## Your goal
Write out each line of the records that has "Eisenstraße" in it.

## Stored data
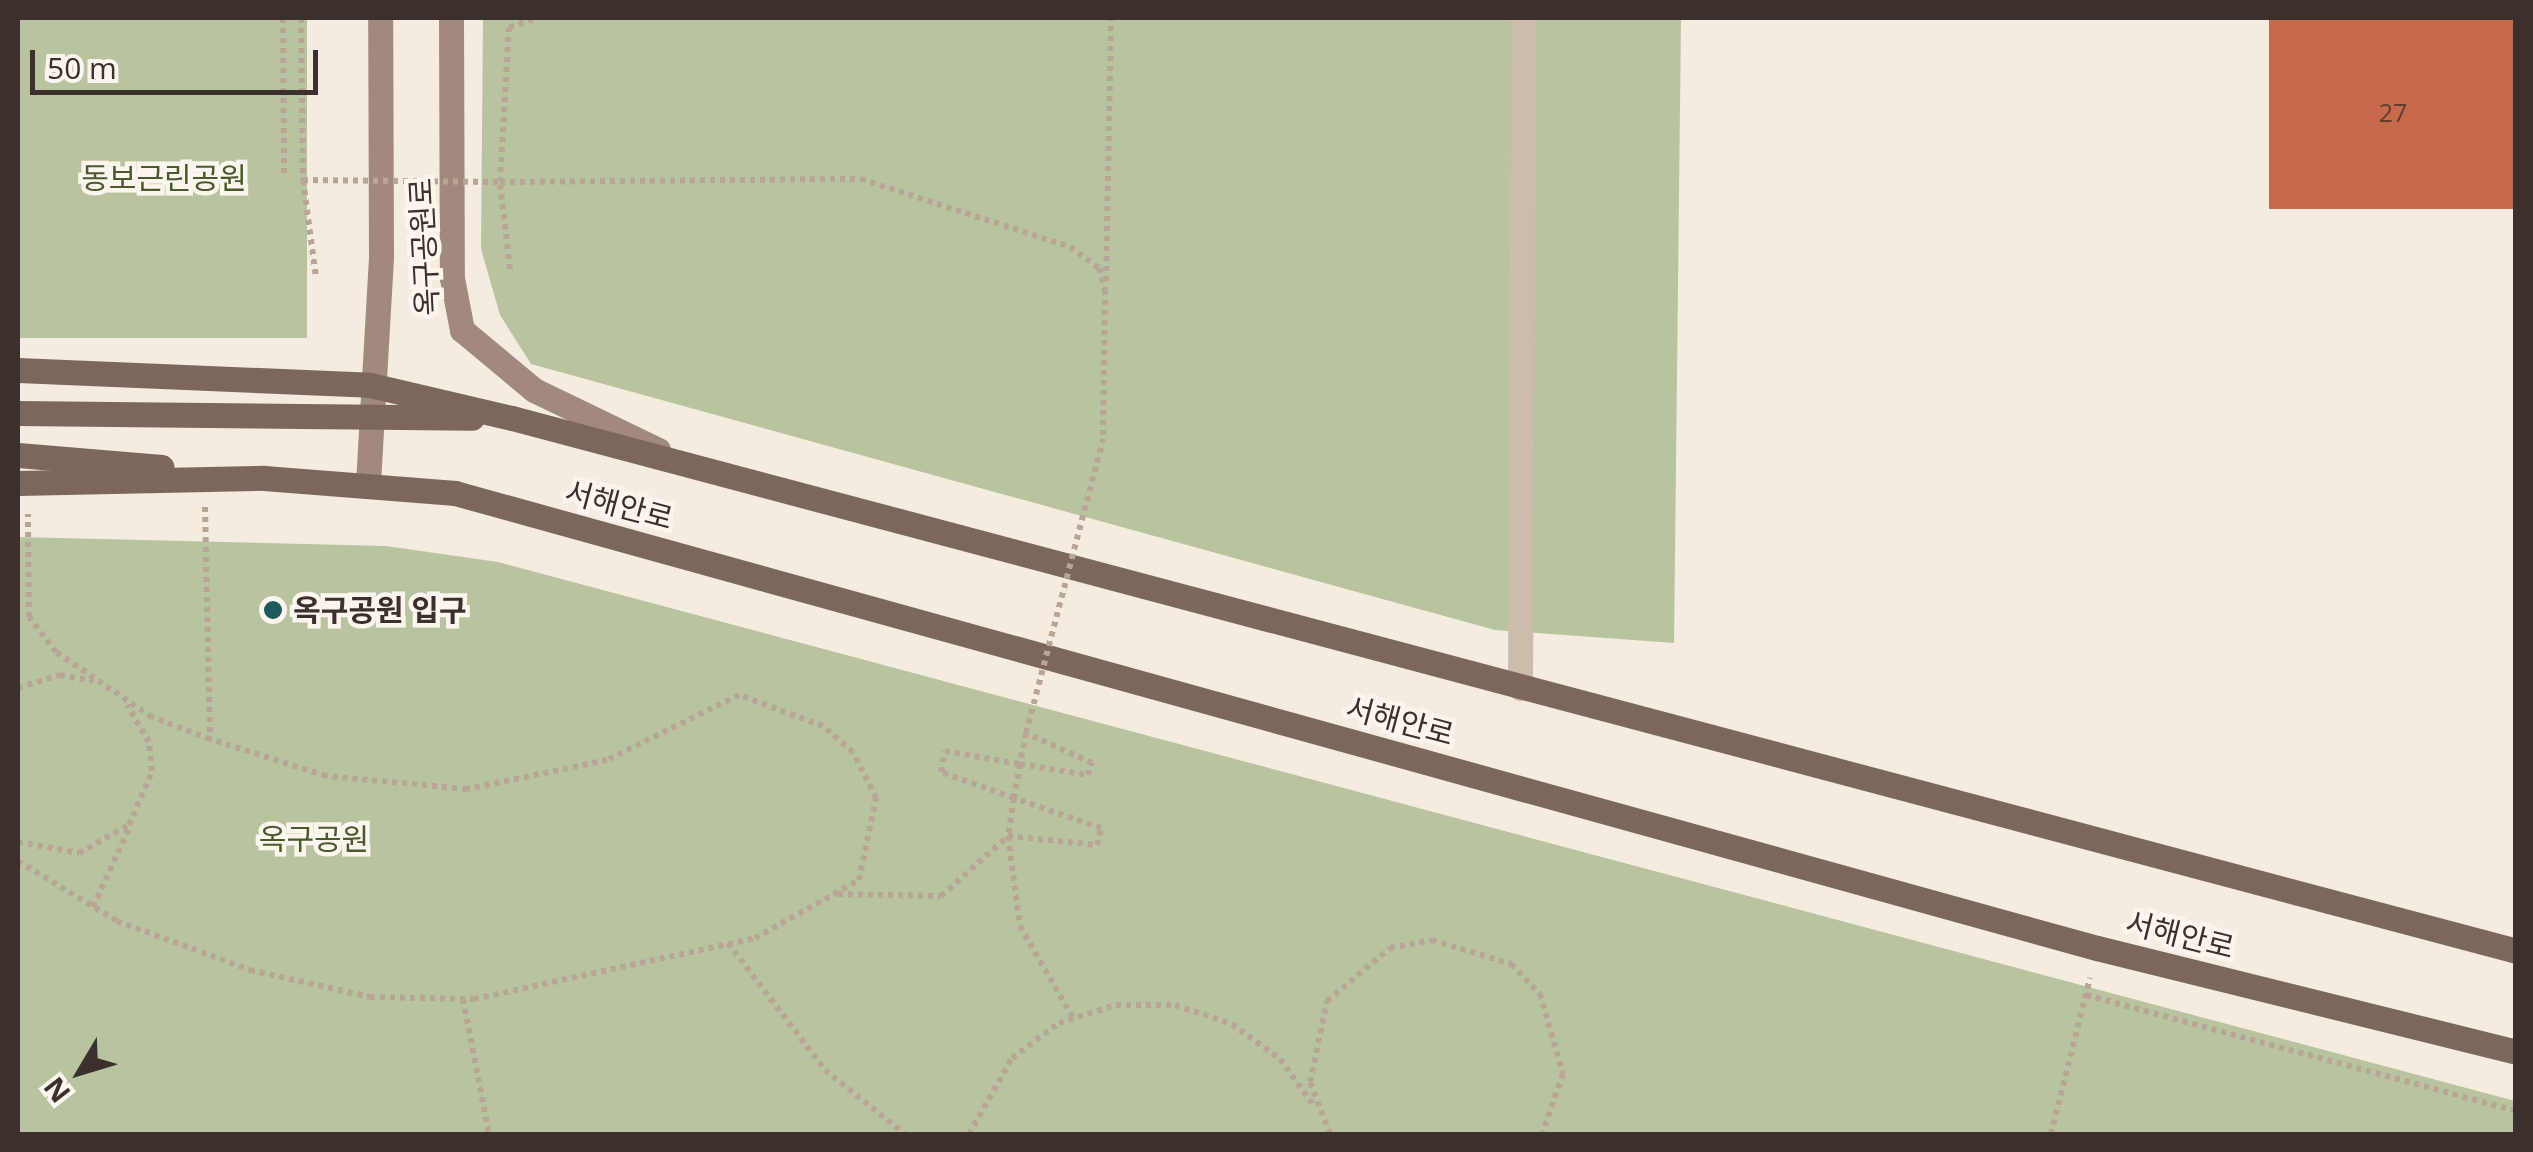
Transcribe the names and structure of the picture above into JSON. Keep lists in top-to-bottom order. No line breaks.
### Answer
{"streets":{"main road":["서해안로"],"street":["옥구공원로"]},"crossings":[["옥구공원로","서해안로"]],"parks":["동보근린공원","옥구공원"],"places":["옥구공원 입구"],"house_numbers":["27"],"scale_bar":"50 m","north":"bottom left"}
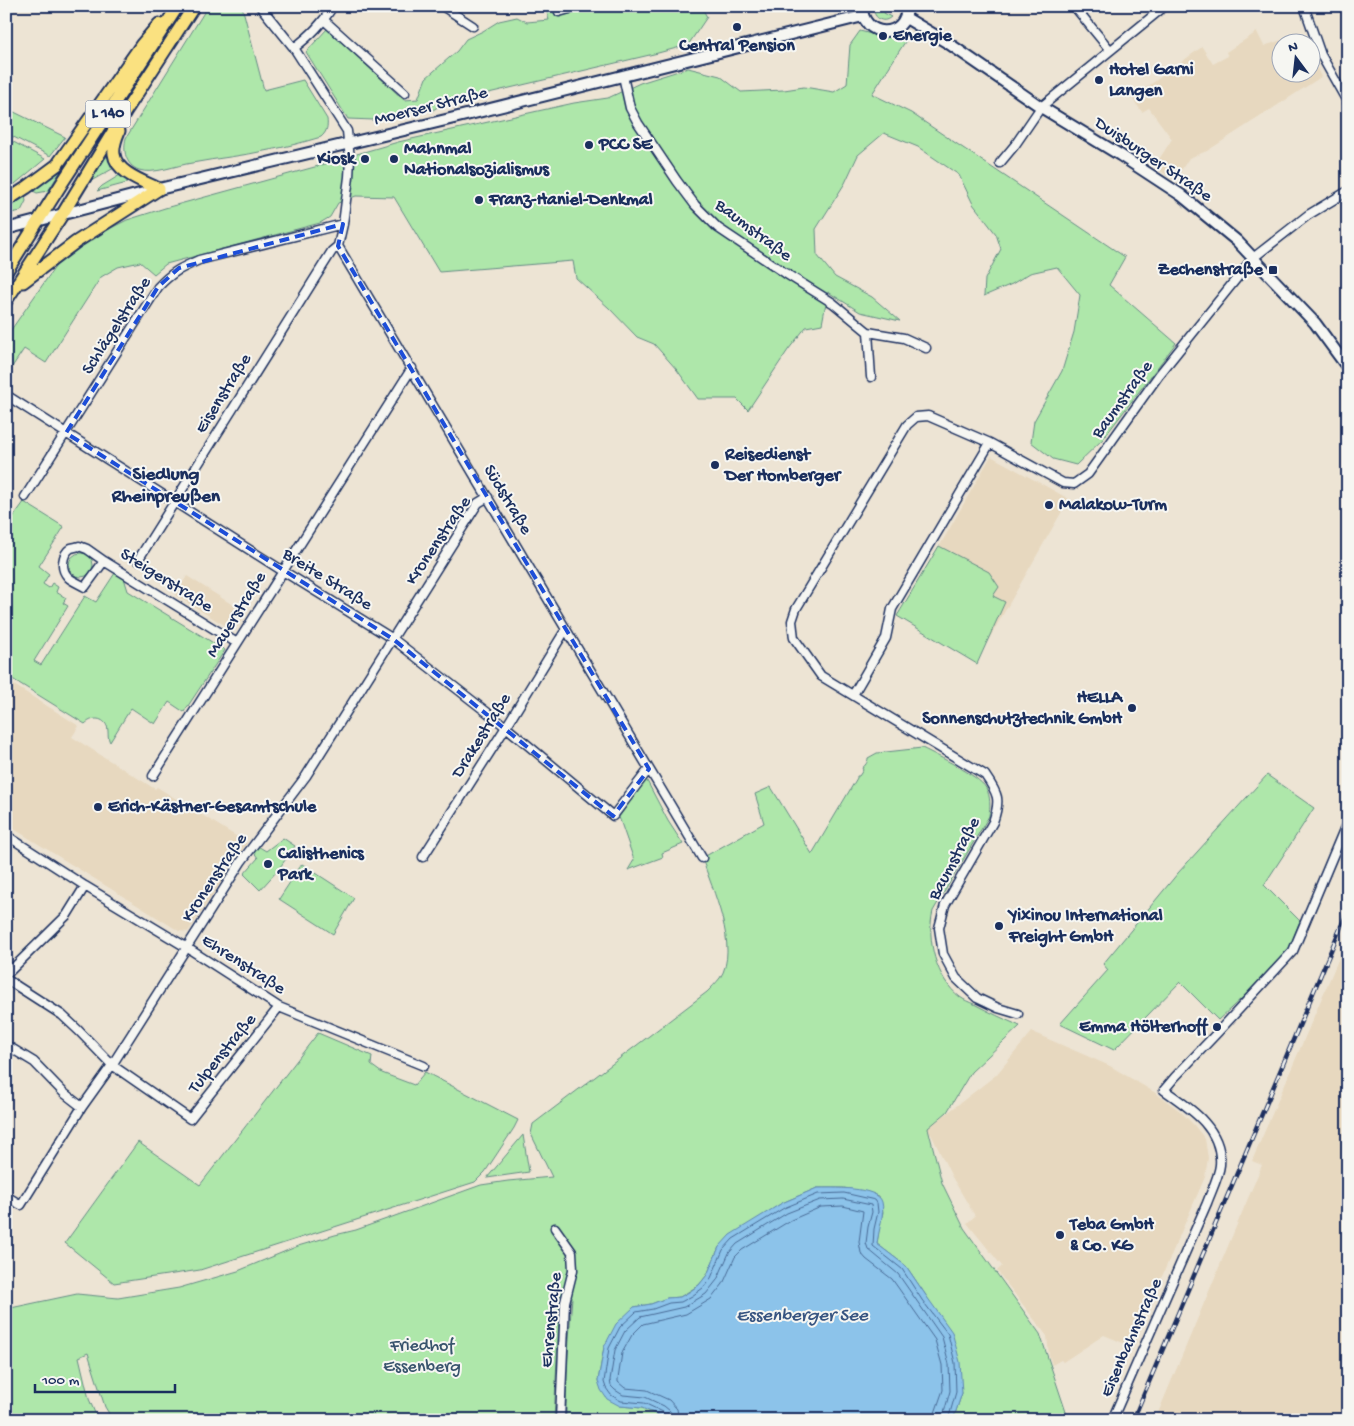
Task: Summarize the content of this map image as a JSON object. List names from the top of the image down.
{
  "streets": {
    "main road": ["Moerser Straße", "L 140", "Duisburger Straße"],
    "street": [
      "Baumstraße",
      "Schlägelstraße",
      "Eisenstraße",
      "Südstraße",
      "Kronenstraße",
      "Breite Straße",
      "Steigerstraße",
      "Mauerstraße",
      "Drakestraße",
      "Ehrenstraße",
      "Tulpenstraße",
      "Eisenbahnstraße"
    ]
  },
  "crossings": [
    ["Moerser Straße", "L 140"],
    ["Moerser Straße", "Duisburger Straße"],
    ["Moerser Straße", "Baumstraße"],
    ["Duisburger Straße", "Baumstraße"],
    ["Schlägelstraße", "Breite Straße"],
    ["Eisenstraße", "Südstraße"],
    ["Eisenstraße", "Breite Straße"],
    ["Südstraße", "Kronenstraße"],
    ["Südstraße", "Breite Straße"],
    ["Südstraße", "Mauerstraße"],
    ["Südstraße", "Drakestraße"],
    ["Kronenstraße", "Breite Straße"],
    ["Kronenstraße", "Ehrenstraße"],
    ["Kronenstraße", "Tulpenstraße"],
    ["Breite Straße", "Mauerstraße"],
    ["Breite Straße", "Drakestraße"],
    ["Steigerstraße", "Mauerstraße"],
    ["Ehrenstraße", "Tulpenstraße"]
  ],
  "districts": ["Siedlung Rheinpreußen"],
  "water": ["Essenberger See"],
  "parks": ["Friedhof Essenberg"],
  "places": {
    "other": [
      "Central Pension",
      "Energie",
      "Hotel Garni Langen",
      "PCC SE",
      "Kiosk",
      "Mahnmal Nationalsozialismus",
      "Franz-Haniel-Denkmal",
      "Reisedienst Der Homberger",
      "Malakow-Turm",
      "HELLA Sonnenschutztechnik GmbH",
      "Erich-Kästner-Gesamtschule",
      "Calisthenics Park",
      "Yixinou International Freight GmbH",
      "Emma Hölterhoff",
      "Teba GmbH & Co. KG"
    ],
    "transit": ["Zechenstraße"]
  },
  "scale_bar": "100 m",
  "north": "top"
}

## Written solution
      "Eisenstraße",
    ["Eisenstraße", "Südstraße"],
    ["Eisenstraße", "Breite Straße"],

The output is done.